French magistrates dropped a case against peacekeepers from France accused of being complicit in a massacre during Rwanda’s genocide.

They found nothing that would point to the “direct participation of French military forces in abuses committed in refugee camps, nor any complicity in helping or assisting genocide forces,” the French Public Prosecutor’s office said in a statement.

France deployed thousands of troops in Rwanda in 1994 when ethnic Hutu extremists targeted members of the minority Tutsi community and slaughtered about 800,000 people in just 100 days.

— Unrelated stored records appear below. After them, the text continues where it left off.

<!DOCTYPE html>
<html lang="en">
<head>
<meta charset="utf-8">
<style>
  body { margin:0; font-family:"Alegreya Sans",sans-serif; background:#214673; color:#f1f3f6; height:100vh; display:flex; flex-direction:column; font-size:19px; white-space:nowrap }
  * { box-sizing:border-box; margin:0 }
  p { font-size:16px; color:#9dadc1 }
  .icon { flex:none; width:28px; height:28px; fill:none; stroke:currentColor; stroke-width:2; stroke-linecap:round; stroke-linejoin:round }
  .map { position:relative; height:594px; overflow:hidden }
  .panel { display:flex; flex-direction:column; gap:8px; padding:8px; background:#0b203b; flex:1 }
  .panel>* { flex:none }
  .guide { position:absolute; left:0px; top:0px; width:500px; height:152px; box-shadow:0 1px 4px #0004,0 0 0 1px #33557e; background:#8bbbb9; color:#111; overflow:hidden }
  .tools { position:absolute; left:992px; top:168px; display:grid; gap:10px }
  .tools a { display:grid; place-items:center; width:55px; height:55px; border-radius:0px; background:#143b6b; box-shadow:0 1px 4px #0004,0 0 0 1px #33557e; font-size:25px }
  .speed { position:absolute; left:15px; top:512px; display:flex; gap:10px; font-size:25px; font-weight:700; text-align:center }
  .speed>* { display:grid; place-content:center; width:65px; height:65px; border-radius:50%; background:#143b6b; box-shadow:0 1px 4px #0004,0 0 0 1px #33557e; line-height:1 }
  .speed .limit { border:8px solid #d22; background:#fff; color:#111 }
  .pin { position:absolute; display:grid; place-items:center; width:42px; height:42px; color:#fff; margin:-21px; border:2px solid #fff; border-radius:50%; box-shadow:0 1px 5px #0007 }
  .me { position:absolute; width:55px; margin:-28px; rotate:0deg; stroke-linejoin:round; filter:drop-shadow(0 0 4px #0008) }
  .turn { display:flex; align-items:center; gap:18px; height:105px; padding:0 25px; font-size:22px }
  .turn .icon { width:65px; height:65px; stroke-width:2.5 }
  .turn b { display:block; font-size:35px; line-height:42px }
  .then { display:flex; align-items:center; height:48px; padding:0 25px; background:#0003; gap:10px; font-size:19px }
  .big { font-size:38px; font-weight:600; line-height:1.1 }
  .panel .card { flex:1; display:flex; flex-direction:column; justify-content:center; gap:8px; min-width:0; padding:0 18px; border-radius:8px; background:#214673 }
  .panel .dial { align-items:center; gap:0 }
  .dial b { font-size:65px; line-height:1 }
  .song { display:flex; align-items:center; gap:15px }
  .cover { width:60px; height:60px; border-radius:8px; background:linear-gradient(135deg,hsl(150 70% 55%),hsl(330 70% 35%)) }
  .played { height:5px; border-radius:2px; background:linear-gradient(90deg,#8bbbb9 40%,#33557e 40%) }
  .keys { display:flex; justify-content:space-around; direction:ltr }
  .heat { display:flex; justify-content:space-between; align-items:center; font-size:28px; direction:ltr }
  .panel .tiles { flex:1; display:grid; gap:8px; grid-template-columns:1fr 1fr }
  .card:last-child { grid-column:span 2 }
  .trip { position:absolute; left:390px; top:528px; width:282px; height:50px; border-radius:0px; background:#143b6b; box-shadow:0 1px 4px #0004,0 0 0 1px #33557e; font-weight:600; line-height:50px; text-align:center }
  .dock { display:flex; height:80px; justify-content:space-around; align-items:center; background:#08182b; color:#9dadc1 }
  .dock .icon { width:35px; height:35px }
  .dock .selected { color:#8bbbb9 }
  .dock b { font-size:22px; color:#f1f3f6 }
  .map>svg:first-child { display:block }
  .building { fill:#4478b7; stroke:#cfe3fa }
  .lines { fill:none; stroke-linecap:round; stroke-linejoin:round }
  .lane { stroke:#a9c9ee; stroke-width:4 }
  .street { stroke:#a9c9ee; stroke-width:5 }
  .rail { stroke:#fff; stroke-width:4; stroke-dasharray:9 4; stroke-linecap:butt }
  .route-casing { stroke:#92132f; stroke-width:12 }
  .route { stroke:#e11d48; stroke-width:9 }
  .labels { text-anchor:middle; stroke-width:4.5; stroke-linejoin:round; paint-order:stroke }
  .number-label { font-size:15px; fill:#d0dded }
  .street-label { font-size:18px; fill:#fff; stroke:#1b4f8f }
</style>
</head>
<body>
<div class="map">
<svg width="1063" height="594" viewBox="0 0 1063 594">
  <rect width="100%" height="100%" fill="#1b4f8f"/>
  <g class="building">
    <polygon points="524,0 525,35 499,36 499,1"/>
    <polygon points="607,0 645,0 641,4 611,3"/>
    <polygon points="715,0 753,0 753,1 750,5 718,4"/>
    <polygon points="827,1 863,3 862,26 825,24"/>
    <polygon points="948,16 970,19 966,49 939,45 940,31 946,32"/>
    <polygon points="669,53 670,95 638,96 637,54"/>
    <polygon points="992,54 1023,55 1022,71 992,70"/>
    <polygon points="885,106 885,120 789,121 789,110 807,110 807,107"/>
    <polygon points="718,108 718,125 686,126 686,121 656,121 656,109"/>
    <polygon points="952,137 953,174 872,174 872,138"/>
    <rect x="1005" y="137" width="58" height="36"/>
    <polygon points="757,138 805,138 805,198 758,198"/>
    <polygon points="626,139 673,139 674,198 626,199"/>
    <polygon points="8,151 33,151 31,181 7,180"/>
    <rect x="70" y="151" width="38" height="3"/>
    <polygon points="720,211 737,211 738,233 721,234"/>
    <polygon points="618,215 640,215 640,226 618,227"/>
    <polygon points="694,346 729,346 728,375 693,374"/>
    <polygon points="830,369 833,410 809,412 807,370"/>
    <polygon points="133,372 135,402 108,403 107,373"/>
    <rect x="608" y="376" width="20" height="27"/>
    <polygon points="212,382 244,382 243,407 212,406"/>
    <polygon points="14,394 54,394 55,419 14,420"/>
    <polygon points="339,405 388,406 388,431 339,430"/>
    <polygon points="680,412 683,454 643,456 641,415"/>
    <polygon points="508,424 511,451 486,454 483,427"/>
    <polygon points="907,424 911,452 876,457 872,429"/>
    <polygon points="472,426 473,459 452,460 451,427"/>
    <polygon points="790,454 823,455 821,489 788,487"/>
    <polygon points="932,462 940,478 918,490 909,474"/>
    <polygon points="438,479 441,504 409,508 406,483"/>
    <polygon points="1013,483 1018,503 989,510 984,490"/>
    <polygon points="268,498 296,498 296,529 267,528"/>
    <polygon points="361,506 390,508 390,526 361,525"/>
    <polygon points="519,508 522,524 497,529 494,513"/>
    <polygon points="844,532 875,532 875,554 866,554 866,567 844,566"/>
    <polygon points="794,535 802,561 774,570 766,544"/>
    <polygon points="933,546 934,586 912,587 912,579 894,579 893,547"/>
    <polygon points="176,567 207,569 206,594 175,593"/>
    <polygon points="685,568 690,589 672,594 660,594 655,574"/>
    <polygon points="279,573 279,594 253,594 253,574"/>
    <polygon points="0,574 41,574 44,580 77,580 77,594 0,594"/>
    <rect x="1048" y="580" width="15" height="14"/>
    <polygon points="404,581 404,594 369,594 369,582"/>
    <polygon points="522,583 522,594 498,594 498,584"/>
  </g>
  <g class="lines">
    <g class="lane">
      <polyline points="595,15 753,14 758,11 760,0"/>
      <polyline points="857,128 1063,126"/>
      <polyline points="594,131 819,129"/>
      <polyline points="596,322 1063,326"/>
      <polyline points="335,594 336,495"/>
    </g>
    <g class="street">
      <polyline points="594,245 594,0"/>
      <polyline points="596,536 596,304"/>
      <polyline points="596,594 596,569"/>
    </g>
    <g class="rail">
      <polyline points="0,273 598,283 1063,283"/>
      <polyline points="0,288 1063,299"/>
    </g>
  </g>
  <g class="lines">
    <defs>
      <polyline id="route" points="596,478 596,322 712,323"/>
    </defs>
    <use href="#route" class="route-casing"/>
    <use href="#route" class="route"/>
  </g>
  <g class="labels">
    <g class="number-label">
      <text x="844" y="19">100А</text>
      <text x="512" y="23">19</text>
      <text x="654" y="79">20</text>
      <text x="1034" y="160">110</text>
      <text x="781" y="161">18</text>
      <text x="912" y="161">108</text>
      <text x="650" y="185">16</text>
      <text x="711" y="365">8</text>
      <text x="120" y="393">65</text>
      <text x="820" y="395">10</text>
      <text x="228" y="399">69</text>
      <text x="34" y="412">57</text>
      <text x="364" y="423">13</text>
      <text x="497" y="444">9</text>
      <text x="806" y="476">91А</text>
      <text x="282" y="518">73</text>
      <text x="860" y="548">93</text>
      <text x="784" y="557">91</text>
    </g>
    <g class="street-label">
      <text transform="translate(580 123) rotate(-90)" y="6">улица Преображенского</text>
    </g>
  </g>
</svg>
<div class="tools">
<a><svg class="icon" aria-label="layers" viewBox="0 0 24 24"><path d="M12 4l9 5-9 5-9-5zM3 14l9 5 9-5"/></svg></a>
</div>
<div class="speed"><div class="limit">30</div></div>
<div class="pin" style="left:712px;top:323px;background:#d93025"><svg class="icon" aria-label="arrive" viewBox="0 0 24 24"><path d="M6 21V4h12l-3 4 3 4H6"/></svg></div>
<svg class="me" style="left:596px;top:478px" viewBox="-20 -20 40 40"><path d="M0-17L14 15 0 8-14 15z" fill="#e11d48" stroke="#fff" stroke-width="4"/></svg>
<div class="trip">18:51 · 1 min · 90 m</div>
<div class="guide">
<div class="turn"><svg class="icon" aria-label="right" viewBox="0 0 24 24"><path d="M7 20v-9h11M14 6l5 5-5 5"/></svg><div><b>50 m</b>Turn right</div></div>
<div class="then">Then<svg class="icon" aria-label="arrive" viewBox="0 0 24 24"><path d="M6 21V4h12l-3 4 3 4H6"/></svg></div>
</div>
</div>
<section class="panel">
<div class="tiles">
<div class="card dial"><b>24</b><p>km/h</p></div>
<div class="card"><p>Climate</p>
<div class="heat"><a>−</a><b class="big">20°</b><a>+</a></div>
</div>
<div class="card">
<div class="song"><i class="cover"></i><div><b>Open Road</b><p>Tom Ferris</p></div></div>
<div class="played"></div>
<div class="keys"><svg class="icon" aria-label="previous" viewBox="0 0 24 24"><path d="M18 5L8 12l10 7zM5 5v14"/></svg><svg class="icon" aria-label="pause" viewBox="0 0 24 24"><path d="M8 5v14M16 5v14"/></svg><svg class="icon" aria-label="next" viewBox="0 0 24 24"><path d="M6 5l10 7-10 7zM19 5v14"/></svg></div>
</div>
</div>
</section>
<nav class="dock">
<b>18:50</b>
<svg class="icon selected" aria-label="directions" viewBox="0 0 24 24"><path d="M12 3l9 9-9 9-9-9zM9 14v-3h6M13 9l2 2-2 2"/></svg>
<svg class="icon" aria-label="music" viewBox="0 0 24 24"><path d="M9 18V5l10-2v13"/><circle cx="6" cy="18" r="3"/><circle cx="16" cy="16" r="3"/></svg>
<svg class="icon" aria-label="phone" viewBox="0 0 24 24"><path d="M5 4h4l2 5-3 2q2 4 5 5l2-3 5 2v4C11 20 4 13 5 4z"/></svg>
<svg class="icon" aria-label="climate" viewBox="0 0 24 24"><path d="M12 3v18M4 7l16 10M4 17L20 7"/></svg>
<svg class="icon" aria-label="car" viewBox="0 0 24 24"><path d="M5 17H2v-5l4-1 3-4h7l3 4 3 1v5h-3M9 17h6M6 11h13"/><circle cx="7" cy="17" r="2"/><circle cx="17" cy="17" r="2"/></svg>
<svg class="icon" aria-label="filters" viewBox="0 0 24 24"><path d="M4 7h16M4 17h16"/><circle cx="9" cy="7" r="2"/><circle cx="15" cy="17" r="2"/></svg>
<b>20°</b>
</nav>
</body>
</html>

Survivors accused French troops of deliberately abandoning them to Hutu extremists in the hills of Bisesero in western Rwanda.

Prosecutors opened a criminal investigation into possible complicity in crimes against humanity in December 2005

However, the magistrates overseeing the case have opted against proceeding with a trial for the soldiers.

Last year during a visit to Rwanda, French President Emmanuel Macron admitted French responsibility for the genocide.

Macron said that France did not listen to those who warned it about the impending massacre in Rwanda and stood de facto by a genocidal regime.

However, France “was not an accomplice” to the genocide, Macron added.

His statements echoed the findings of an independent commission of historians, which absolved France of direct complicity but blamed it for failing to foresee the slaughter.